> _THE TASK_: Take the records below and print them verbatim up to and including the line that carries "308px,837px 323px,807px 370px,783px".

--- PROVIDED INFORMATION Enclosed Below ---

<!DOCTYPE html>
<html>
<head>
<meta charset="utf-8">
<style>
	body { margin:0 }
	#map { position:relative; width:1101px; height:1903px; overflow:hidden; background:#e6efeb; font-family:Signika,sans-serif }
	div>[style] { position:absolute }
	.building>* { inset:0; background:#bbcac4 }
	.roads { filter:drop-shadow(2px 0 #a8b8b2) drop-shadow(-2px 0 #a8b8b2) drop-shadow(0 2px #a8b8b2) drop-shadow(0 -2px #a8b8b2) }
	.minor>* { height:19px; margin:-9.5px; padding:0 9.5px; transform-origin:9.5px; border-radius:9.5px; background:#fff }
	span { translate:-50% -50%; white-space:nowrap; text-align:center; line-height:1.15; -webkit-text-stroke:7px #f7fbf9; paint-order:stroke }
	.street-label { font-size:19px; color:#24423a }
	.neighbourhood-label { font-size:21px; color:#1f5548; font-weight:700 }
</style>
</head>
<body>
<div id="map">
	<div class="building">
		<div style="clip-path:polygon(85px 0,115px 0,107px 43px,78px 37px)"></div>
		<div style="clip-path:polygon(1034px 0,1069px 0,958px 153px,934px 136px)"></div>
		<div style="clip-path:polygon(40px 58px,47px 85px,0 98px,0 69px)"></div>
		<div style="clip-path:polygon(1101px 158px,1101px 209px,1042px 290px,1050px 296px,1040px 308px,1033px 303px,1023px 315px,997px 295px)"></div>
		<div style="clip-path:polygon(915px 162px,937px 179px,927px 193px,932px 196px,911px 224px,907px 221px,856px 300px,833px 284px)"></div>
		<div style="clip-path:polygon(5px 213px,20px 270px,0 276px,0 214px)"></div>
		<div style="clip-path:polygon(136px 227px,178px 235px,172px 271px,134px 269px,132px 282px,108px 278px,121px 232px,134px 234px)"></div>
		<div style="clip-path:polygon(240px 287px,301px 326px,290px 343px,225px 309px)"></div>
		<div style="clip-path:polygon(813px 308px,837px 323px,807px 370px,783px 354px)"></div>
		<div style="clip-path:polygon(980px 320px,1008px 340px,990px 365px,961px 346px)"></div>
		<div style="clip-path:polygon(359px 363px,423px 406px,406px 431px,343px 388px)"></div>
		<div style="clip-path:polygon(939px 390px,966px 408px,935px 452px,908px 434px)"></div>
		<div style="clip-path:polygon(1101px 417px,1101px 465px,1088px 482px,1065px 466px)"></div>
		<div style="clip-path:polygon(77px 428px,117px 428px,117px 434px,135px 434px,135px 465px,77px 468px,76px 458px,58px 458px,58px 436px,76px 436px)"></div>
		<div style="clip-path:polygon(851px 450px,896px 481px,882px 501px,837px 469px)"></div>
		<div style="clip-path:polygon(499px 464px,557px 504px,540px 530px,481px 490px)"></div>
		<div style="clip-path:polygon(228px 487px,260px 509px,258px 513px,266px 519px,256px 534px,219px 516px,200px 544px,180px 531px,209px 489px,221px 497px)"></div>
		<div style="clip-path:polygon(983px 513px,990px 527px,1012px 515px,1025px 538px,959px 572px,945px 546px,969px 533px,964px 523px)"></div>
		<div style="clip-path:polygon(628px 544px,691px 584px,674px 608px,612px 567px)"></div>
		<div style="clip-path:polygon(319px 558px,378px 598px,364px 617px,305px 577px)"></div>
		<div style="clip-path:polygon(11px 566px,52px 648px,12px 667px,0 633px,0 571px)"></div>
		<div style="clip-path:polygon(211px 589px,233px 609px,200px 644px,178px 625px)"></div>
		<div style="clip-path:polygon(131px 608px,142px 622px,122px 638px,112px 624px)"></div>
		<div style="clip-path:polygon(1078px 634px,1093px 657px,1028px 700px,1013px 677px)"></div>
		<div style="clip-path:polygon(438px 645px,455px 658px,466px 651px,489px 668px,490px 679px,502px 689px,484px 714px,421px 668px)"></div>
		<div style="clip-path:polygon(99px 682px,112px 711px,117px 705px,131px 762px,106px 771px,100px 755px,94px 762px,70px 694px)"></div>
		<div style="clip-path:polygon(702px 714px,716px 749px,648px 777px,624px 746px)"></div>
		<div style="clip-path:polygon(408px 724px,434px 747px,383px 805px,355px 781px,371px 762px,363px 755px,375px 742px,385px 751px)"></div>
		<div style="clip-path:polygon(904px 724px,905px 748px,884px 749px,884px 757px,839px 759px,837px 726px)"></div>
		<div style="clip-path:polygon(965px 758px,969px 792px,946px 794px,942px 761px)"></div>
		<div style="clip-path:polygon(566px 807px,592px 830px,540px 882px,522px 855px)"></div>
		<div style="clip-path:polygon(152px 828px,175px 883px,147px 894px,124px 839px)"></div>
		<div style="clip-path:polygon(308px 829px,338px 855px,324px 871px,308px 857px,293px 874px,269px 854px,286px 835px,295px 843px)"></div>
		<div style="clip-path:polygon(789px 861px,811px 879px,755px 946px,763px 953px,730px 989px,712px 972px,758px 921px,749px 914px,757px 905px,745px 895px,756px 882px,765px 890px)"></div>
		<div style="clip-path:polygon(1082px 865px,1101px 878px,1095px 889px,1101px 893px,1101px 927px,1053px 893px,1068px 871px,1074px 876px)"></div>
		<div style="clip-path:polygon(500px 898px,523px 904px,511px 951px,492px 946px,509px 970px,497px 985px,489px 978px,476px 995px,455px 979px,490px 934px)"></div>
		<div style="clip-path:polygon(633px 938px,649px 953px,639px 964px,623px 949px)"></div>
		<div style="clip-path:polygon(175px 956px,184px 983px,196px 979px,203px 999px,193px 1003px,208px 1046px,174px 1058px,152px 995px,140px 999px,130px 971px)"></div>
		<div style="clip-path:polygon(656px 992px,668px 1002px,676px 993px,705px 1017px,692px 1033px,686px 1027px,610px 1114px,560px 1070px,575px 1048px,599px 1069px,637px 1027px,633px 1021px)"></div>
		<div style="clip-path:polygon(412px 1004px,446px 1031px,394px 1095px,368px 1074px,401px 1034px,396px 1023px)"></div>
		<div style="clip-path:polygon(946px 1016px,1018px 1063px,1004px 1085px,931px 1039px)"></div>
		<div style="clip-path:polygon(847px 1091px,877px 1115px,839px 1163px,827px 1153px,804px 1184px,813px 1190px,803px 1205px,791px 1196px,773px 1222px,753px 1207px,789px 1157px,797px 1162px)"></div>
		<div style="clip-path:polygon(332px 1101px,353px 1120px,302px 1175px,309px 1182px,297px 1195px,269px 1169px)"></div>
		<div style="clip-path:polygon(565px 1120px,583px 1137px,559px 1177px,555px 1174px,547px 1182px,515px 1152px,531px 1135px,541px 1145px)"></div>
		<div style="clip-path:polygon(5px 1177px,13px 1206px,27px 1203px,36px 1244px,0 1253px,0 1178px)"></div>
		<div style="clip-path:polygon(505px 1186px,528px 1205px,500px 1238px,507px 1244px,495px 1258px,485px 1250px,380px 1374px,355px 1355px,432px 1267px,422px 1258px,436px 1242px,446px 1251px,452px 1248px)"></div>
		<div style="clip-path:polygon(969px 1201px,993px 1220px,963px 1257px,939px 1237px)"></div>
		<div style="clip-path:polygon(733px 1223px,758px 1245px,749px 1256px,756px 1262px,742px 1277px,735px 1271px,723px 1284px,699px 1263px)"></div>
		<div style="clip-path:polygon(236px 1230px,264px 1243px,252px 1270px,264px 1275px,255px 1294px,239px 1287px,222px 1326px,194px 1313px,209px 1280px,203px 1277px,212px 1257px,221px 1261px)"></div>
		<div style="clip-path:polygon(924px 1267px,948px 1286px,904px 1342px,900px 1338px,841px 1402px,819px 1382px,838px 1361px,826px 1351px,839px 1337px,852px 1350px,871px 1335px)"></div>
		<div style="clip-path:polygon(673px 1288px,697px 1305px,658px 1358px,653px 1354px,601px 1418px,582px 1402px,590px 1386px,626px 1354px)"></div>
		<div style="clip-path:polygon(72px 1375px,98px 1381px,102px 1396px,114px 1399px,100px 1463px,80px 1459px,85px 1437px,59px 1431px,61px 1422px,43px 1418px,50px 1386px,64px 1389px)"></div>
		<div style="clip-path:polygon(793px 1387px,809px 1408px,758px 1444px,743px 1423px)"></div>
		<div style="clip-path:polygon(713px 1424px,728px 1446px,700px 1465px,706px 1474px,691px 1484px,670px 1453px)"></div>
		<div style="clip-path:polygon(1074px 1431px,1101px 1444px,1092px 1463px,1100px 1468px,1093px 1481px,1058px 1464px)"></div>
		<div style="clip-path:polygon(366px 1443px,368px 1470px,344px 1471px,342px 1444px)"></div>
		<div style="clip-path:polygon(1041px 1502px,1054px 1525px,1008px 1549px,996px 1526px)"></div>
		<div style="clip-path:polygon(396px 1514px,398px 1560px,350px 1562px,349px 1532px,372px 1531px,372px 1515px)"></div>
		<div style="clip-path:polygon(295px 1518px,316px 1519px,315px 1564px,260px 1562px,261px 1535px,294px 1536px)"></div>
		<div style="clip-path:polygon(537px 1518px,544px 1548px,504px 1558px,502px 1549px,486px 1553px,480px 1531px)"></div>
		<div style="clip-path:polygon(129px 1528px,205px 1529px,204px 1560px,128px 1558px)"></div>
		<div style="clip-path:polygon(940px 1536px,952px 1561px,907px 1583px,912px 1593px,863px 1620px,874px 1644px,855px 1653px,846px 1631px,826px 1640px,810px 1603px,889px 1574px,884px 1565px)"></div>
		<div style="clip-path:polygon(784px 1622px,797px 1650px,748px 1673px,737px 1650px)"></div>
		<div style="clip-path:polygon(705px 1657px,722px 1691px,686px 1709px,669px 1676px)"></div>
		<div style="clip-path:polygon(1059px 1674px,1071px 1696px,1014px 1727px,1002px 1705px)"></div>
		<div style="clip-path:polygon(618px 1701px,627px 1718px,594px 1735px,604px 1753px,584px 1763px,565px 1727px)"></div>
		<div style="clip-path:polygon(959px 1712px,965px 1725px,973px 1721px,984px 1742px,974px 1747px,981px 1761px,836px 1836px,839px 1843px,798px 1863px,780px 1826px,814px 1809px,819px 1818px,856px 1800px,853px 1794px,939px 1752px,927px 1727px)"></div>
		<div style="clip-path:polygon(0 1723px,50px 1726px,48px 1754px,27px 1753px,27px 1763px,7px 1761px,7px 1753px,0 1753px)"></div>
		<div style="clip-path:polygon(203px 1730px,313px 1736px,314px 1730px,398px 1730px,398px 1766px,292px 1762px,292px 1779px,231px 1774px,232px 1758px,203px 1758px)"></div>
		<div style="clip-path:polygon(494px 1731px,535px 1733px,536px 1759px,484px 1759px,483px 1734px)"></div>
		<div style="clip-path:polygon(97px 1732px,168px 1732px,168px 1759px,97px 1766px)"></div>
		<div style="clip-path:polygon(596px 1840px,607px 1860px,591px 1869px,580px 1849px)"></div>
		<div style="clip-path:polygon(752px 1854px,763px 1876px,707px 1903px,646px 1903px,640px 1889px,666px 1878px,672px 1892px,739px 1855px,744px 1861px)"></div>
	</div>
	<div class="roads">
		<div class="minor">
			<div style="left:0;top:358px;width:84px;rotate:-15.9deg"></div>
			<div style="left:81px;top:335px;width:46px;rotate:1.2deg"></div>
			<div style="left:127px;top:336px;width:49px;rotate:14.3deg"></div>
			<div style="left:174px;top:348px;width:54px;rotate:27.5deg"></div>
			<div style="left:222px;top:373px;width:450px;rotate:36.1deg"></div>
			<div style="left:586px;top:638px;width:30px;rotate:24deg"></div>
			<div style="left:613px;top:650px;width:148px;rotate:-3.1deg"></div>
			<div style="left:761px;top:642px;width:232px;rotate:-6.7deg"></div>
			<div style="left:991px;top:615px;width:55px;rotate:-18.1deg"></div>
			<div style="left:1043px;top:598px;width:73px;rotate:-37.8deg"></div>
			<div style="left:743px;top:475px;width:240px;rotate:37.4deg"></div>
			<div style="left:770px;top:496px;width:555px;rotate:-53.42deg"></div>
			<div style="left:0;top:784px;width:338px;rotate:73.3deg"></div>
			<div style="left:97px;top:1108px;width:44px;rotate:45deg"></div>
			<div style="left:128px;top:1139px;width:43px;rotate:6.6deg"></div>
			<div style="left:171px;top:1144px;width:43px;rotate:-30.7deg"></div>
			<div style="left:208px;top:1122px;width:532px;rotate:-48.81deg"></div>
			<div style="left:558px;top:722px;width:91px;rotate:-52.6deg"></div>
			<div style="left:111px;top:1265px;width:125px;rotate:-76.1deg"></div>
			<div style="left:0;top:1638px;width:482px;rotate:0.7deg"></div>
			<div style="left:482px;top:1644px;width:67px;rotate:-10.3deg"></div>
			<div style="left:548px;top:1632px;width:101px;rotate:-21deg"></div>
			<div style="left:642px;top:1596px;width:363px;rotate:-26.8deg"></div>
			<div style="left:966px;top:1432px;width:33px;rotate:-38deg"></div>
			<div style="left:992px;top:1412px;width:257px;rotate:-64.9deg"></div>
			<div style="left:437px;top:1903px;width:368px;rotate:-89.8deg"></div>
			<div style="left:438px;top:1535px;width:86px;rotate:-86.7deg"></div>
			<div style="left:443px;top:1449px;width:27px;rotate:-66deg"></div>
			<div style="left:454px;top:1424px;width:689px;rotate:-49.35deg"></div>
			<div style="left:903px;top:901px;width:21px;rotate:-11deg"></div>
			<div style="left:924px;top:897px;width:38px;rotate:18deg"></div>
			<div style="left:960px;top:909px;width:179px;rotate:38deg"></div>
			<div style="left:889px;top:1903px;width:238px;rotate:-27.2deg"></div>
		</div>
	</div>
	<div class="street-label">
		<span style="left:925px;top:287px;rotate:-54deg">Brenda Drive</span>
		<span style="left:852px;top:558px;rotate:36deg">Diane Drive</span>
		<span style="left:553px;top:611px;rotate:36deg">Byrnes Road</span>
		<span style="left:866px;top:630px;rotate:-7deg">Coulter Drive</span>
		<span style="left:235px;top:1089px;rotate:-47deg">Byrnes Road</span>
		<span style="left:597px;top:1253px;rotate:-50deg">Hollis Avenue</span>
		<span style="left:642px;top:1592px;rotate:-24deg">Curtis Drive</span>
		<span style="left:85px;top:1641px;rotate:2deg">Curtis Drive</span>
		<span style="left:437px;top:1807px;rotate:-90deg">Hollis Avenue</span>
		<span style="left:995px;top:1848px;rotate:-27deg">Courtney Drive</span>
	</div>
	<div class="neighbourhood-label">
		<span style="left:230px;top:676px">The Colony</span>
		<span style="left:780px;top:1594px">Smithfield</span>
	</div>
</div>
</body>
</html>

--- End of Enclosed PROVIDED INFORMATION ---

> _YOUR SOLUTION_:
<!DOCTYPE html>
<html>
<head>
<meta charset="utf-8">
<style>
	body { margin:0 }
	#map { position:relative; width:1101px; height:1903px; overflow:hidden; background:#e6efeb; font-family:Signika,sans-serif }
	div>[style] { position:absolute }
	.building>* { inset:0; background:#bbcac4 }
	.roads { filter:drop-shadow(2px 0 #a8b8b2) drop-shadow(-2px 0 #a8b8b2) drop-shadow(0 2px #a8b8b2) drop-shadow(0 -2px #a8b8b2) }
	.minor>* { height:19px; margin:-9.5px; padding:0 9.5px; transform-origin:9.5px; border-radius:9.5px; background:#fff }
	span { translate:-50% -50%; white-space:nowrap; text-align:center; line-height:1.15; -webkit-text-stroke:7px #f7fbf9; paint-order:stroke }
	.street-label { font-size:19px; color:#24423a }
	.neighbourhood-label { font-size:21px; color:#1f5548; font-weight:700 }
</style>
</head>
<body>
<div id="map">
	<div class="building">
		<div style="clip-path:polygon(85px 0,115px 0,107px 43px,78px 37px)"></div>
		<div style="clip-path:polygon(1034px 0,1069px 0,958px 153px,934px 136px)"></div>
		<div style="clip-path:polygon(40px 58px,47px 85px,0 98px,0 69px)"></div>
		<div style="clip-path:polygon(1101px 158px,1101px 209px,1042px 290px,1050px 296px,1040px 308px,1033px 303px,1023px 315px,997px 295px)"></div>
		<div style="clip-path:polygon(915px 162px,937px 179px,927px 193px,932px 196px,911px 224px,907px 221px,856px 300px,833px 284px)"></div>
		<div style="clip-path:polygon(5px 213px,20px 270px,0 276px,0 214px)"></div>
		<div style="clip-path:polygon(136px 227px,178px 235px,172px 271px,134px 269px,132px 282px,108px 278px,121px 232px,134px 234px)"></div>
		<div style="clip-path:polygon(240px 287px,301px 326px,290px 343px,225px 309px)"></div>
		<div style="clip-path:polygon(813px 308px,837px 323px,807px 370px,783px 354px)"></div>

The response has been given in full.